## PROVIDED INFORMATION:
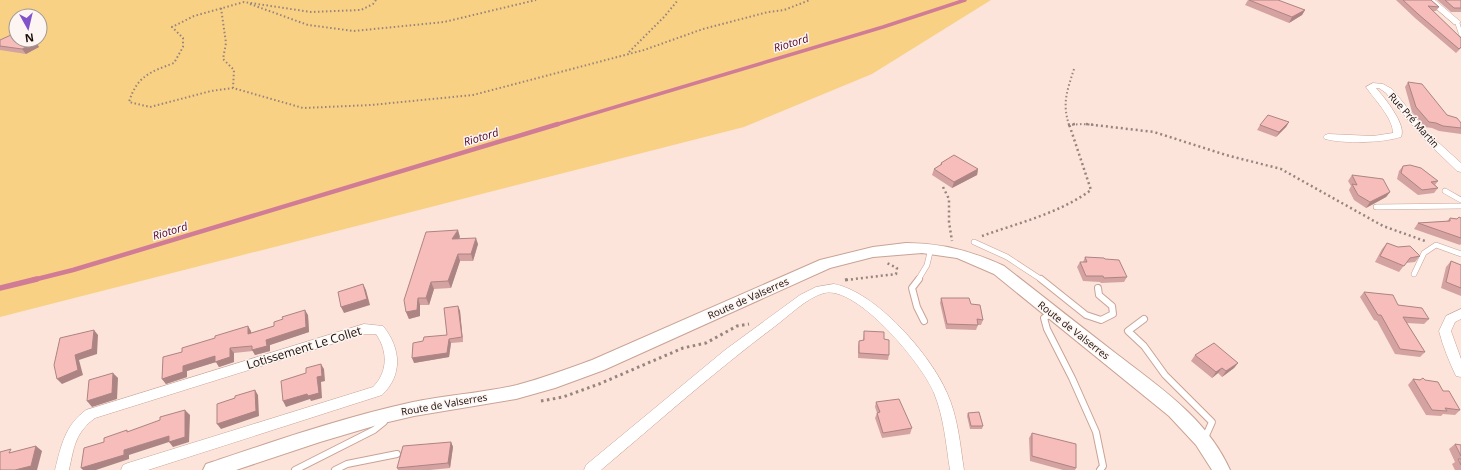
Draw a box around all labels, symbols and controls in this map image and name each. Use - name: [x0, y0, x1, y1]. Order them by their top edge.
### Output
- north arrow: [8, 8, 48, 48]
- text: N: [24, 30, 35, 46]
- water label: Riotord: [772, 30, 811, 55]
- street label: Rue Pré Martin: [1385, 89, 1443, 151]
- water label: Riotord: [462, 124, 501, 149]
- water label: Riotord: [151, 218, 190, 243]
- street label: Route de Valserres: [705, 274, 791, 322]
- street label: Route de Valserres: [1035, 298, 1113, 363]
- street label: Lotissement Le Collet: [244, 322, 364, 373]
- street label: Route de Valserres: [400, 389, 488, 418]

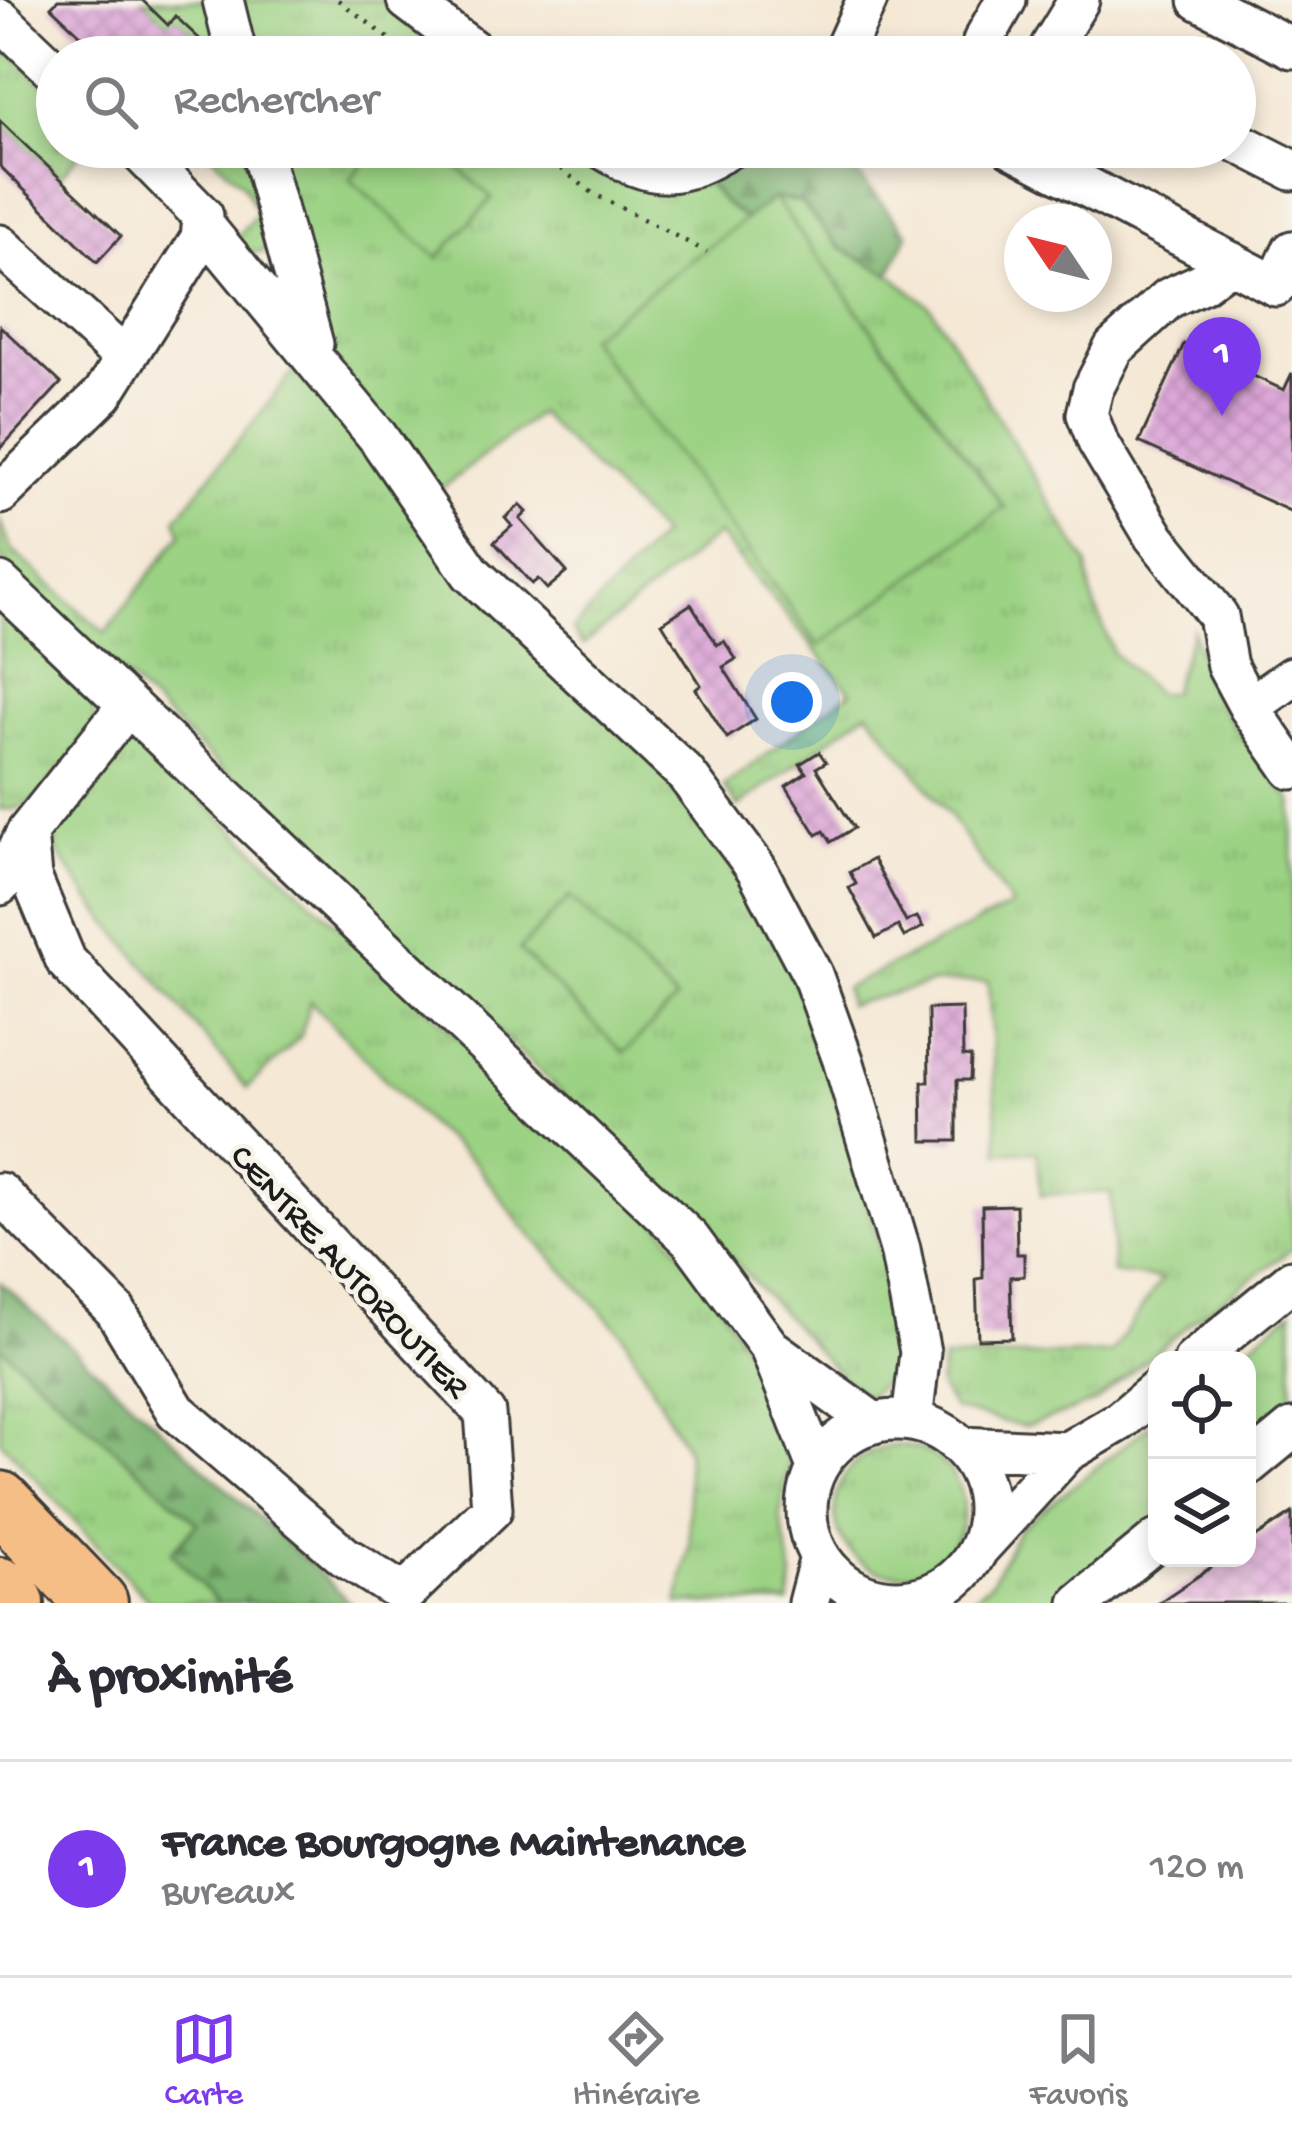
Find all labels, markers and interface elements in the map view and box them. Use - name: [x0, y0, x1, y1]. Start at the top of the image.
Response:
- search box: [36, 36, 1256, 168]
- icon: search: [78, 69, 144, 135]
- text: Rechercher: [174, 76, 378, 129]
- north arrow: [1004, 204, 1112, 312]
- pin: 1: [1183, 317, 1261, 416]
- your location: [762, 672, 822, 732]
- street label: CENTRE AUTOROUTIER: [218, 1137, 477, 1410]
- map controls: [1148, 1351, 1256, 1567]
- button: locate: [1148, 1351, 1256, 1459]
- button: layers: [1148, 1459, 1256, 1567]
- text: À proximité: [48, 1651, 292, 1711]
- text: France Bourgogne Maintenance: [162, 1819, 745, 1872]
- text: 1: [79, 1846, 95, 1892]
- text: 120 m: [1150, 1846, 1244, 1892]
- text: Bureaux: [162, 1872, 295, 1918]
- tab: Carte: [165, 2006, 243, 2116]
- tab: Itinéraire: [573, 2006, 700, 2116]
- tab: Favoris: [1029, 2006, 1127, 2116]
--
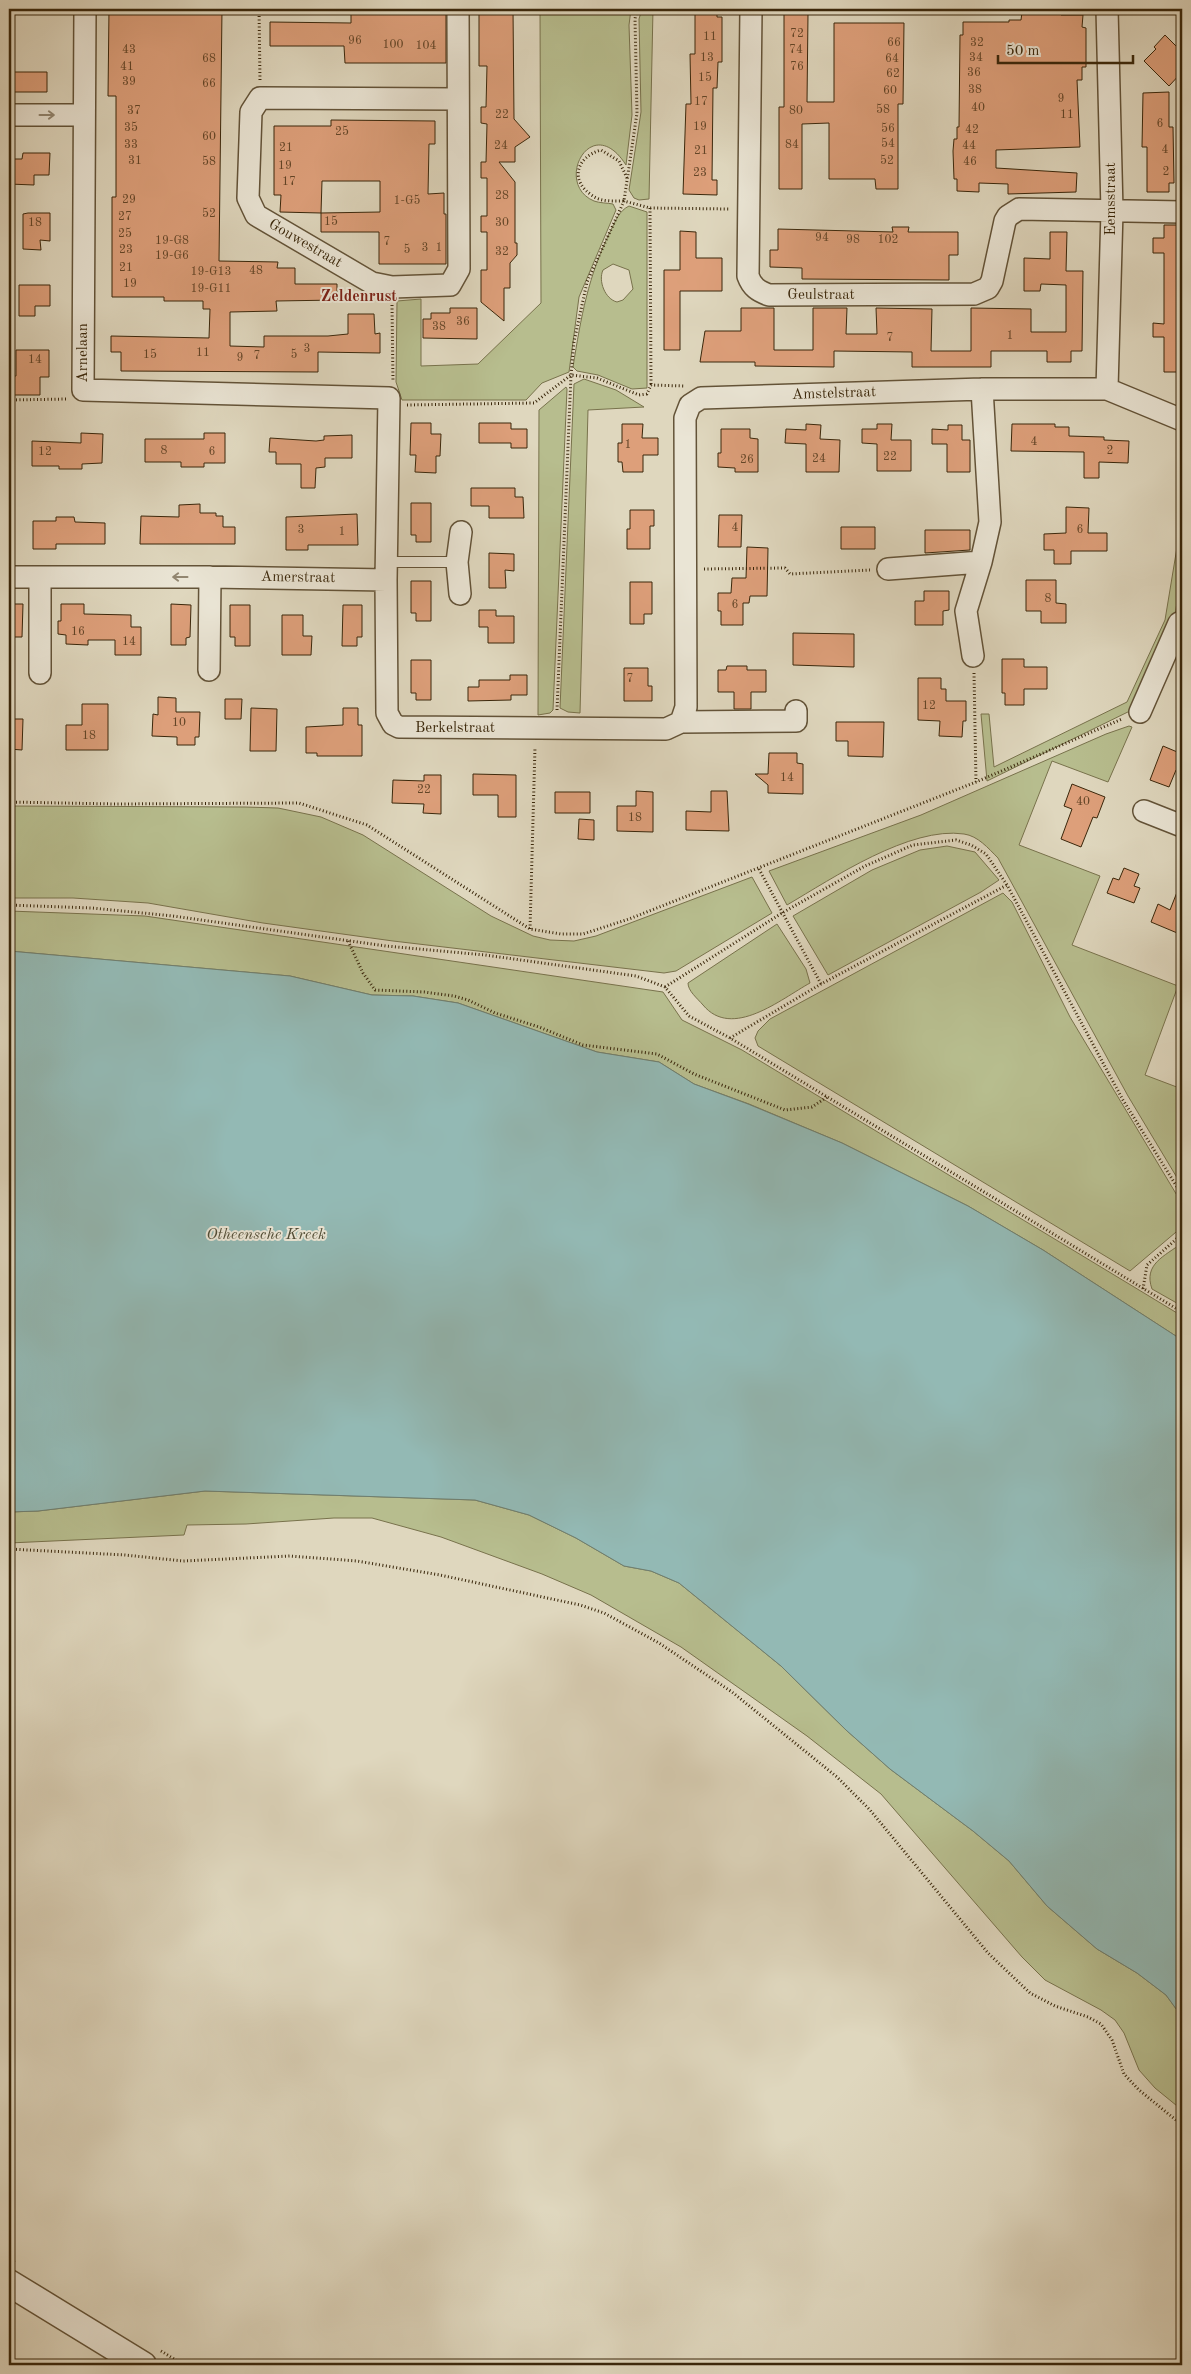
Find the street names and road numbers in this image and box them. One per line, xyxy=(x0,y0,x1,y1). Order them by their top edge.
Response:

## WHAT TO WORK ON:
Above are some entries; copy exactly the lines from the line with "Draw a box around" through the line with "Find all labels, markers", both included, but none of the pictures.

## THE ANSWER:
Draw a box around all labels, symbols and controls in this map image and name each. Use - name: [x0, y0, x1, y1]. Order them by their top edge.
### Output
- north arrow: [8, 8, 48, 48]
- text: N: [24, 30, 35, 46]
- water label: Riotord: [772, 30, 811, 55]
- street label: Rue Pré Martin: [1385, 89, 1443, 151]
- water label: Riotord: [462, 124, 501, 149]
- water label: Riotord: [151, 218, 190, 243]
- street label: Route de Valserres: [705, 274, 791, 322]
- street label: Route de Valserres: [1035, 298, 1113, 363]
- street label: Lotissement Le Collet: [244, 322, 364, 373]
- street label: Route de Valserres: [400, 389, 488, 418]

Find all labels, markers and interface elements in the map view and box them. Use - name: [x0, y0, x1, y1]. Start at the top of the image.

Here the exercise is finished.